POJ1185: Artillery (reduction of the country)

Source: Internet
Author: User

Description

Ordered the general to n*m the grid. Their artillery units were deployed on the map. A n*m the map consists of n rows of M-columns, each of which can be a mountain (denoted by "H") or plain (denoted by "P"), for example.
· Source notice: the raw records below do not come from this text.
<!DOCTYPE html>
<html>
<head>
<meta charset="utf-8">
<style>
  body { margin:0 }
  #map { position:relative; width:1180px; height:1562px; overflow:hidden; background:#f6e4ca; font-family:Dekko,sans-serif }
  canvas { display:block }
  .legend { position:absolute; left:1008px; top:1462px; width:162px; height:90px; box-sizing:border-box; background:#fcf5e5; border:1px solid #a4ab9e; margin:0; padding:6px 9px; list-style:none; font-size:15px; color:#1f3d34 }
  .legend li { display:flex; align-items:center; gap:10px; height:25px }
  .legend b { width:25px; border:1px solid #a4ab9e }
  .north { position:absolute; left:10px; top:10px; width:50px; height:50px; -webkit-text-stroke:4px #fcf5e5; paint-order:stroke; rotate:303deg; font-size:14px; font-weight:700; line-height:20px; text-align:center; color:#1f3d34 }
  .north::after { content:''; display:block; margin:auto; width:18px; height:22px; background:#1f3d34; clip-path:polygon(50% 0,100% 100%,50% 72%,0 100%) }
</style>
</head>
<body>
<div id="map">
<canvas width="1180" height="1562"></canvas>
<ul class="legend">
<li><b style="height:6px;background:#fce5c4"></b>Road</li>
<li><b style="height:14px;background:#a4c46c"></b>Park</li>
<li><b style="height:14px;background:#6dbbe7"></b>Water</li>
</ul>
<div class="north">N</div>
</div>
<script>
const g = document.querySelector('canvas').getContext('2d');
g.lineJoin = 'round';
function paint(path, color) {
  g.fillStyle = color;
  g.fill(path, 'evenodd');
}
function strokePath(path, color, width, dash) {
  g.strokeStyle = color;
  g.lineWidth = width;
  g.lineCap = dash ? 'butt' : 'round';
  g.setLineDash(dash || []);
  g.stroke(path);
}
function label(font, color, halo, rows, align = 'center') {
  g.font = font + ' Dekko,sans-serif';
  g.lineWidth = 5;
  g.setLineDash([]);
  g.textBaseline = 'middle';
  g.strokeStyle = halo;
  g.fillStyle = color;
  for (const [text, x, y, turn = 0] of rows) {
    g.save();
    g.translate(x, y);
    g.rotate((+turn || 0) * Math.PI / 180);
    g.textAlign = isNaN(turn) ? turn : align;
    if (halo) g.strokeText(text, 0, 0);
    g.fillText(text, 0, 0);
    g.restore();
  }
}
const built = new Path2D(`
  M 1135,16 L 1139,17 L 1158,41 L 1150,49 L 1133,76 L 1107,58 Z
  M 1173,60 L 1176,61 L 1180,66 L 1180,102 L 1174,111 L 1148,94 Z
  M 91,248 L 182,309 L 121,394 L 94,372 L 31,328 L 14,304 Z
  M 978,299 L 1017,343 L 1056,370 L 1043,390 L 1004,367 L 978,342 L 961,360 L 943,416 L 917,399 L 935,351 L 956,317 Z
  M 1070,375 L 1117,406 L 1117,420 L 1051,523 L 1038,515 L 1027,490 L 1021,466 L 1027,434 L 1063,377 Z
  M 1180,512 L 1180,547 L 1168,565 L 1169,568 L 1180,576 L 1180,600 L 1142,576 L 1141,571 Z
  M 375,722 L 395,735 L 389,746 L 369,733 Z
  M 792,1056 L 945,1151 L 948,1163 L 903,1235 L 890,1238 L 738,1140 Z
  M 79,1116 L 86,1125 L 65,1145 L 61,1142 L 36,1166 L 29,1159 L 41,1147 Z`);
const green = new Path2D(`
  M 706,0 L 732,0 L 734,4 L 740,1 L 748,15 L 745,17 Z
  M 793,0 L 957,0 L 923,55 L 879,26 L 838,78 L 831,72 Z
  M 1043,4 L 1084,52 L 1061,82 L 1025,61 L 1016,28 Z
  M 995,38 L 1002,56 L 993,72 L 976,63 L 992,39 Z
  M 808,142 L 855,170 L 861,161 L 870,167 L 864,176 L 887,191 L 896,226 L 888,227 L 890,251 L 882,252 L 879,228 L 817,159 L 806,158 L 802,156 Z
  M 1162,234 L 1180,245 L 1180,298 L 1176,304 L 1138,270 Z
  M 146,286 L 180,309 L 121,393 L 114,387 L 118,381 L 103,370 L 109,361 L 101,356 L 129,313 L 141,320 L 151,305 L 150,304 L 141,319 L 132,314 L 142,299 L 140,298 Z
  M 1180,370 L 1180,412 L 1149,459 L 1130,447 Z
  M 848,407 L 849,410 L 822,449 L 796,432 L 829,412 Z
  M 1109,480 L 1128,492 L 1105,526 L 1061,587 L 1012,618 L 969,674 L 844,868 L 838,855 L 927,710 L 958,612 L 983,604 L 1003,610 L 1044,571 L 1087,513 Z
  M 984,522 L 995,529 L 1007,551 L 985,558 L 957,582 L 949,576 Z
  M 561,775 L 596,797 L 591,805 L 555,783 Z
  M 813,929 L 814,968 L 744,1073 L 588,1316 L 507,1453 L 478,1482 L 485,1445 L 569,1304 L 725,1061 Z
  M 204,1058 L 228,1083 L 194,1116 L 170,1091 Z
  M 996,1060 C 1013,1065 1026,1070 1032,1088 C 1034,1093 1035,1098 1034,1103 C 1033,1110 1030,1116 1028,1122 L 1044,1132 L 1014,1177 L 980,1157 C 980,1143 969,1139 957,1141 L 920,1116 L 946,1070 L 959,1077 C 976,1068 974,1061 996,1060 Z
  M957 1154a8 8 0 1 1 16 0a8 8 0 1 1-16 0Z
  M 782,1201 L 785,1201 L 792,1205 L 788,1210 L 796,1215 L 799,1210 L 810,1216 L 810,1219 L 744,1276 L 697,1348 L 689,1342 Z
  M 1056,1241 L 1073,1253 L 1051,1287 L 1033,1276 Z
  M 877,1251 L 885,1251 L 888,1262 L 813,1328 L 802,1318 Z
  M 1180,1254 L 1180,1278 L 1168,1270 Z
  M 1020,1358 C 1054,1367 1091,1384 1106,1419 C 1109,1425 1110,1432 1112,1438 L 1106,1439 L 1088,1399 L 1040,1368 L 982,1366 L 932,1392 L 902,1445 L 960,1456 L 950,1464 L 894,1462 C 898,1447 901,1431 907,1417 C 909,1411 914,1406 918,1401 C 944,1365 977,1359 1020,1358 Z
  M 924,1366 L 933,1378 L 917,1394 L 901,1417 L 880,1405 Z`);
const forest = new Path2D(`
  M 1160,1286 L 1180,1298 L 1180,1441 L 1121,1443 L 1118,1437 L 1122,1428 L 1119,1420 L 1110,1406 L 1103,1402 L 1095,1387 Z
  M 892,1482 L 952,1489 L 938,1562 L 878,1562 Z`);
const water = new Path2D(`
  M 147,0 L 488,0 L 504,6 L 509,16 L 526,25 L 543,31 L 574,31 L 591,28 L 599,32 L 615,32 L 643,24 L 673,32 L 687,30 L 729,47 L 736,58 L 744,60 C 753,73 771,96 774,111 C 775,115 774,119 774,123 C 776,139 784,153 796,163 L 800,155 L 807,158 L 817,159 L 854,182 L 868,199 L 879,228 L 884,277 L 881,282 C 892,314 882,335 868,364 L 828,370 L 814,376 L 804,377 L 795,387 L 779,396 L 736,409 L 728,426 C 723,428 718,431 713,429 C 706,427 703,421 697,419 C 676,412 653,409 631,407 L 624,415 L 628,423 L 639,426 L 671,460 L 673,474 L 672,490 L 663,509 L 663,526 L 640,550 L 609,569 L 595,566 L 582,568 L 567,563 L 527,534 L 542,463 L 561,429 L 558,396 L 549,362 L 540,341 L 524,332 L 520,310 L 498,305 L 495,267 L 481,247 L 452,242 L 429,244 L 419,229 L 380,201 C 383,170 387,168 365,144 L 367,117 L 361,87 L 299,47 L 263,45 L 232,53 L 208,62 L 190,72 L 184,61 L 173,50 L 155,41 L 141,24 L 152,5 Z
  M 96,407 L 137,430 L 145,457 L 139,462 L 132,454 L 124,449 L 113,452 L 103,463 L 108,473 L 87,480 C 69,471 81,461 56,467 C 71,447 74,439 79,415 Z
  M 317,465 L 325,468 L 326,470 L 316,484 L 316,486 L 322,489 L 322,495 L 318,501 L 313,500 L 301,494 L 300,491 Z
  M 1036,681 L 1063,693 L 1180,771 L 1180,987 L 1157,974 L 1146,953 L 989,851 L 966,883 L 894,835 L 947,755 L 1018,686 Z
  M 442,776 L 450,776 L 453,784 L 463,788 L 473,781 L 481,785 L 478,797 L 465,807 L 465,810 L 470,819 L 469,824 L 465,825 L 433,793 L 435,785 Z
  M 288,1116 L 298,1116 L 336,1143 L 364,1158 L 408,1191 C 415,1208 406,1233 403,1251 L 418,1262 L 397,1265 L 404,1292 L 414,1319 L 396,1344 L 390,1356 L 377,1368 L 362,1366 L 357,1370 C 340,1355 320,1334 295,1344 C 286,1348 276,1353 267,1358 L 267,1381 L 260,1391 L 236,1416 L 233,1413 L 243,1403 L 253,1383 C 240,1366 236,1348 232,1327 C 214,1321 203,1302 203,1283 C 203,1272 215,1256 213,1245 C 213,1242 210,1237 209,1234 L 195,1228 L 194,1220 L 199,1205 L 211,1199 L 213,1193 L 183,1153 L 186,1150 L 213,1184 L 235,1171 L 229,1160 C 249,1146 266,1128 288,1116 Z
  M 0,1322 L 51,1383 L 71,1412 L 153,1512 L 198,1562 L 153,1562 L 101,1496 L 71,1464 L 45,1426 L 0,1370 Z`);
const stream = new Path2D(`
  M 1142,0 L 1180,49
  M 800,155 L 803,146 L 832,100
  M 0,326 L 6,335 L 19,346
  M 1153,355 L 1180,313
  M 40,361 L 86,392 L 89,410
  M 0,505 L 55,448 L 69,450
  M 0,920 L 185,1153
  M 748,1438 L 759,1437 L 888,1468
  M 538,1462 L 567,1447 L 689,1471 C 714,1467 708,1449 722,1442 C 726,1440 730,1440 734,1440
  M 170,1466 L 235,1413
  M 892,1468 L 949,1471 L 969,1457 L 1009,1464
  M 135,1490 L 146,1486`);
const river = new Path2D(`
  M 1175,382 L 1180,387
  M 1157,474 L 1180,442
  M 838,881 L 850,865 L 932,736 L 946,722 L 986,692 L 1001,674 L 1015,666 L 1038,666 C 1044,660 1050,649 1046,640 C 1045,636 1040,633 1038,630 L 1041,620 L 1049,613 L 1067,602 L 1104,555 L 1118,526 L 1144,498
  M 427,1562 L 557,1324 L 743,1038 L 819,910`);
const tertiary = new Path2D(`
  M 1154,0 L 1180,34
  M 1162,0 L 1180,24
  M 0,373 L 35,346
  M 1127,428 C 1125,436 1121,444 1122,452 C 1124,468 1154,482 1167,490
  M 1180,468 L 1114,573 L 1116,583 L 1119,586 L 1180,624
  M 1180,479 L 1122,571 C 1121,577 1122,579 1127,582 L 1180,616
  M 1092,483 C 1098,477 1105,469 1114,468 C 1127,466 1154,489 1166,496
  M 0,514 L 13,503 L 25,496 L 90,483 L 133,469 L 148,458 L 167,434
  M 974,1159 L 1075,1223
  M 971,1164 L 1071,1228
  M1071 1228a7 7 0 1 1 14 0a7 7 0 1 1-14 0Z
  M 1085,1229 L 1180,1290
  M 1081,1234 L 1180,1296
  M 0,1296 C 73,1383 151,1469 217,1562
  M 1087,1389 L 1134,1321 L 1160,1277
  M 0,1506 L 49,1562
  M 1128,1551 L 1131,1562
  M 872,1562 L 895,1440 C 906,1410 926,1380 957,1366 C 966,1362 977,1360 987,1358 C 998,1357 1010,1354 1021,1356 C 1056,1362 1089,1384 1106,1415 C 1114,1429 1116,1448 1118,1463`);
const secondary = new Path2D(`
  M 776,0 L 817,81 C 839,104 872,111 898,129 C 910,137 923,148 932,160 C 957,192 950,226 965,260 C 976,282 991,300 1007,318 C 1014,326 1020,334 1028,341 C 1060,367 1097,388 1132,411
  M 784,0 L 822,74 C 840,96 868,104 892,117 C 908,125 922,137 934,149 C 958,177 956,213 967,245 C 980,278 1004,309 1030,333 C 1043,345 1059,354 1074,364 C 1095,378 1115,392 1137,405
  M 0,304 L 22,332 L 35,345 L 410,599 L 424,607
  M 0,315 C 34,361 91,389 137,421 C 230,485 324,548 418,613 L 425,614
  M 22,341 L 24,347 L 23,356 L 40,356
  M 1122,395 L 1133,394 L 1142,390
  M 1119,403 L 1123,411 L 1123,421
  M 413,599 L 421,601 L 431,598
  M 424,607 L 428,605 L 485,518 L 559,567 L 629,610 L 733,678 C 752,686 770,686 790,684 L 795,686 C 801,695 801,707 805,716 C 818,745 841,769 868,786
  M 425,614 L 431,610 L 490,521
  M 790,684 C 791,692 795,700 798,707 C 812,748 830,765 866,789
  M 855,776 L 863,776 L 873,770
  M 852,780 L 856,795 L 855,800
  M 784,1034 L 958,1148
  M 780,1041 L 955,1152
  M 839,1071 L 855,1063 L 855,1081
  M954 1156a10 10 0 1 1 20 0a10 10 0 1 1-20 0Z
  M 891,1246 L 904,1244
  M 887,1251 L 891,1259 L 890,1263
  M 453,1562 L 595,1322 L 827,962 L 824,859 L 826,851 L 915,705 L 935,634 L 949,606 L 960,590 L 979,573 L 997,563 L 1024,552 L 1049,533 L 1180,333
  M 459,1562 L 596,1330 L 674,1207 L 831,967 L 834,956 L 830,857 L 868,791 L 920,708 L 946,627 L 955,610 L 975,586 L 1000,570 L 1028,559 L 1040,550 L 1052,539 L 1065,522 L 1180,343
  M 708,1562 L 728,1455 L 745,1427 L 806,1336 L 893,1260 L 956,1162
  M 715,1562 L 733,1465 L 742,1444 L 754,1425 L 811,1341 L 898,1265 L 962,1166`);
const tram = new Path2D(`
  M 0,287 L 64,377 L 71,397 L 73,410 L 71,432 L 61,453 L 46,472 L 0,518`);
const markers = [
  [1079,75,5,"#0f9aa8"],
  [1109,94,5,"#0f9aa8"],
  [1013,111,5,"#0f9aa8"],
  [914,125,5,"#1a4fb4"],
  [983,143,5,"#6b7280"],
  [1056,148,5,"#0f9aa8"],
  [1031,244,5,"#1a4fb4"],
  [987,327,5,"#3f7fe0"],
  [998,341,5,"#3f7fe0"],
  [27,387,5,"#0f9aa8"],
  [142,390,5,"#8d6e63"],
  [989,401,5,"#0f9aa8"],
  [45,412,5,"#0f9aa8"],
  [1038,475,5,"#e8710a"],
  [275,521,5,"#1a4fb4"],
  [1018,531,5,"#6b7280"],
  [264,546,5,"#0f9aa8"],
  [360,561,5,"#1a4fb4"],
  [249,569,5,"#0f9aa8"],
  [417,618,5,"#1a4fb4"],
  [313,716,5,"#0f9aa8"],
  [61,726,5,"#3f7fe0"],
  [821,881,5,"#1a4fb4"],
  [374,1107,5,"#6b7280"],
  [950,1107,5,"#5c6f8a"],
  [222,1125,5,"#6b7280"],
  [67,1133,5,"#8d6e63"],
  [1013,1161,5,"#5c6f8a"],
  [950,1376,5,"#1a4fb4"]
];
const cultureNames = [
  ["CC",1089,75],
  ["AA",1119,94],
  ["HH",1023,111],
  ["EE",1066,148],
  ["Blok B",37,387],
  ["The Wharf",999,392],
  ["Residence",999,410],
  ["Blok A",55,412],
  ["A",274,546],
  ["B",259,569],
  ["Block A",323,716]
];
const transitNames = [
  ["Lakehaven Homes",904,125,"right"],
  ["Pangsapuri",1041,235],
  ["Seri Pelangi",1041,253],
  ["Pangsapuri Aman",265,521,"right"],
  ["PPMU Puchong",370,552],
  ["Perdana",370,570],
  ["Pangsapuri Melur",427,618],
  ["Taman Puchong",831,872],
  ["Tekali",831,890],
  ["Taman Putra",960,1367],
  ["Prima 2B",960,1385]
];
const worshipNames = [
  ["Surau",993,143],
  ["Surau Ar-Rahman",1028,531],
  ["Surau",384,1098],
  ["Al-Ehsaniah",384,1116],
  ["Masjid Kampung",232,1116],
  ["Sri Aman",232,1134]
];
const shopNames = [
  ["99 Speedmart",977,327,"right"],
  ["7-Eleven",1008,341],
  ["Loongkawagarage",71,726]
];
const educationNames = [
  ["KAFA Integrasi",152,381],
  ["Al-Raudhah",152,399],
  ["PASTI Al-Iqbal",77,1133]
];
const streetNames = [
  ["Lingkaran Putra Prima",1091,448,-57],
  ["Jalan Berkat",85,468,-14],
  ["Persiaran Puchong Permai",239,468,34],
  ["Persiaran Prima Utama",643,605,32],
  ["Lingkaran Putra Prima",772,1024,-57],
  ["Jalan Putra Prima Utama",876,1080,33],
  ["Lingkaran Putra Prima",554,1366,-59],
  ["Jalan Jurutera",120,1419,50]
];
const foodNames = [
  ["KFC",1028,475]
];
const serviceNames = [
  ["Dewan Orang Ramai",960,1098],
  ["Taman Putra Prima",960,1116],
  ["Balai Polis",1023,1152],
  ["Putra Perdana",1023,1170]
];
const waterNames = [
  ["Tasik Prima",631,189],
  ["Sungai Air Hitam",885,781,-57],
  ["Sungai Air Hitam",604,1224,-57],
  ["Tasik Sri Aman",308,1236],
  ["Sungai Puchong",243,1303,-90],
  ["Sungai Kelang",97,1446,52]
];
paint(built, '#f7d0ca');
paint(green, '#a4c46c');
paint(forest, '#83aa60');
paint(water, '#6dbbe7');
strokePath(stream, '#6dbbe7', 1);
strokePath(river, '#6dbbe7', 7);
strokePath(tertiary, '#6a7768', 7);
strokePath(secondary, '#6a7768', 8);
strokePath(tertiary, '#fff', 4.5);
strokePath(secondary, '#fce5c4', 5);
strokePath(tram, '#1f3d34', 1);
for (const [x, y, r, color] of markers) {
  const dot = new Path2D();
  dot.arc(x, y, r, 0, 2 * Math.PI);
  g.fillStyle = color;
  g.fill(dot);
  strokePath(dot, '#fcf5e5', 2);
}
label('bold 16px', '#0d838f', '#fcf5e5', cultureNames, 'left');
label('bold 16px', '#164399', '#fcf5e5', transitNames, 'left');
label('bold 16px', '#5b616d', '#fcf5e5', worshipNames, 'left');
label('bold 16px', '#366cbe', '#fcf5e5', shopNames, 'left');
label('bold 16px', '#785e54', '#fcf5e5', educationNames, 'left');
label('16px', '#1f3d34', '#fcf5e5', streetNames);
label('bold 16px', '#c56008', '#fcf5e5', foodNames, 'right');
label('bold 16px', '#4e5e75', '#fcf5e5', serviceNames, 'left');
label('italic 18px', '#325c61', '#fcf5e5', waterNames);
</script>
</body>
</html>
A maximum of one artillery unit can be arranged on each Goping terrain (no artillery units can be deployed on the mountain); an artillery unit is seen in the black area of the attack on the map:

Assuming that an artillery unit is deployed on a plain that is identified in gray on the map, the black grid in the figure represents the area to which it can attack: two grids along the landscape, two in each direction. Other white meshes on the graph are not attacked.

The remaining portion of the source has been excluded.